=== AIM OF THE EXERCISE ===
Only lines containing the word "width" are needed; pull them out of the material.

=== RECORD EXTRACTS ===
▼▼▼

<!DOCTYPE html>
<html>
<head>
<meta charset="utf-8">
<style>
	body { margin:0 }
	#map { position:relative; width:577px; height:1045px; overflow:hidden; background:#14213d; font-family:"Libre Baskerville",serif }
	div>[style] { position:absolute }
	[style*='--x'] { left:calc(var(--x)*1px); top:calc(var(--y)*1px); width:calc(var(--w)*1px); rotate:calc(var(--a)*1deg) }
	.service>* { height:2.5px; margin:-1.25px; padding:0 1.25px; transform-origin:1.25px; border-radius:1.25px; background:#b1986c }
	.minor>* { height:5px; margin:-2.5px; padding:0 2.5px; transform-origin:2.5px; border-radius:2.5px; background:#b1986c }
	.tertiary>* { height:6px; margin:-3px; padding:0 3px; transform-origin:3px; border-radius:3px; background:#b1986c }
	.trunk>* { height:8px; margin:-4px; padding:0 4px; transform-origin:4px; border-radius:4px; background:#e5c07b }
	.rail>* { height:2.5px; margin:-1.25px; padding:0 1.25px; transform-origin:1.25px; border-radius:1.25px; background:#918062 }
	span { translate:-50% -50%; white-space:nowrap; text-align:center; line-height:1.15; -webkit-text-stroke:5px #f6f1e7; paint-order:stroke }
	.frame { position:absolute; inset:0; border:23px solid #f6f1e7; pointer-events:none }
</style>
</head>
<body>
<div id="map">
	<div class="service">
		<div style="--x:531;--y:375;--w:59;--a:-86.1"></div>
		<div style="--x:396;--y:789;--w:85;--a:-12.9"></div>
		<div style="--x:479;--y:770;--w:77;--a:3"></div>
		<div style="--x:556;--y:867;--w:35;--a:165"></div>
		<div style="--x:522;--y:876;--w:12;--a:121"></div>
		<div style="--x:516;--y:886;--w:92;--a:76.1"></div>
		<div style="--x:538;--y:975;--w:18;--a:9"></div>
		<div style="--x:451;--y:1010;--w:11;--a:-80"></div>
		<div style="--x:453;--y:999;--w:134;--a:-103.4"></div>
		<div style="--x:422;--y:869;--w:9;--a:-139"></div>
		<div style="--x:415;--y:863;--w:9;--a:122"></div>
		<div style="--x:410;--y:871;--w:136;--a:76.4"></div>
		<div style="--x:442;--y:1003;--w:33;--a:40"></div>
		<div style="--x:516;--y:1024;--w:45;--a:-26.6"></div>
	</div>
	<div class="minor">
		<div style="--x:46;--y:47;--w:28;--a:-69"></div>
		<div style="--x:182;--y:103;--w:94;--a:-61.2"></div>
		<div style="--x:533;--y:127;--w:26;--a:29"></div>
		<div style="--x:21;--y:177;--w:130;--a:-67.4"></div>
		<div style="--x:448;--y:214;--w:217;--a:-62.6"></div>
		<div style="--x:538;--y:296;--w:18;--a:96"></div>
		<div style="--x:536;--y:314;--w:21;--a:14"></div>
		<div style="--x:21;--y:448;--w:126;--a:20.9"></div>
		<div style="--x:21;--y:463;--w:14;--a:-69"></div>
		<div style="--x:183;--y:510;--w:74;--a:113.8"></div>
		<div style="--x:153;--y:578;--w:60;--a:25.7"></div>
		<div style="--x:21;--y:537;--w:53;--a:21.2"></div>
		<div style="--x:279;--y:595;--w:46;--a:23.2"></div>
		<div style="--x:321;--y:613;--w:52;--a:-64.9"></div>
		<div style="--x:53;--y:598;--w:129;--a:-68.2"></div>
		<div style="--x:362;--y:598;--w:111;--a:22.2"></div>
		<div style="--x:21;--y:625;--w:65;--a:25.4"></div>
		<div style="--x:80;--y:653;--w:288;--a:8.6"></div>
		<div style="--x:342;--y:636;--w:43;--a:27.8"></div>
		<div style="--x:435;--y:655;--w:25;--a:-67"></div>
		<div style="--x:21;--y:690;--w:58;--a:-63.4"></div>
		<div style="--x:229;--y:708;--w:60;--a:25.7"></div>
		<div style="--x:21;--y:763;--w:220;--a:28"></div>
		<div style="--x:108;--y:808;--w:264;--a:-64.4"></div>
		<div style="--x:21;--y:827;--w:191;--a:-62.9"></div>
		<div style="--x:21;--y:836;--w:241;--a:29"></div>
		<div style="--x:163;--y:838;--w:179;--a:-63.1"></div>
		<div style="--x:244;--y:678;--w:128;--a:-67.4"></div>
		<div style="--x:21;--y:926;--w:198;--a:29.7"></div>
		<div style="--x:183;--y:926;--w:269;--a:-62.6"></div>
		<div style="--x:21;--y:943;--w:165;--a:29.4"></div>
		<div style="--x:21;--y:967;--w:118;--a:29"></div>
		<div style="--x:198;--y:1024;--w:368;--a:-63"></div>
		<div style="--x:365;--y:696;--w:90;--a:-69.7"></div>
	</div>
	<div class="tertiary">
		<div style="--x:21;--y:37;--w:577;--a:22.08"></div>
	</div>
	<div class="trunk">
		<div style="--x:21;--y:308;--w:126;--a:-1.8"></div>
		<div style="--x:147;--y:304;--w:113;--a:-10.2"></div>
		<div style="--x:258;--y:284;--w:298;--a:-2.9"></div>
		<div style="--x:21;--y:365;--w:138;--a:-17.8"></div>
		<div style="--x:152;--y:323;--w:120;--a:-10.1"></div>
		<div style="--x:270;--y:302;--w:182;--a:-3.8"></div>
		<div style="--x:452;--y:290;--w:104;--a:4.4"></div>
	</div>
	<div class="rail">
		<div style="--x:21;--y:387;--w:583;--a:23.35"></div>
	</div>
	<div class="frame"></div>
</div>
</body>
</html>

▲▲▲

=== ANSWER TO THE EXERCISE ===
	#map { position:relative; width:577px; height:1045px; overflow:hidden; background:#14213d; font-family:"Libre Baskerville",serif }
	[style*='--x'] { left:calc(var(--x)*1px); top:calc(var(--y)*1px); width:calc(var(--w)*1px); rotate:calc(var(--a)*1deg) }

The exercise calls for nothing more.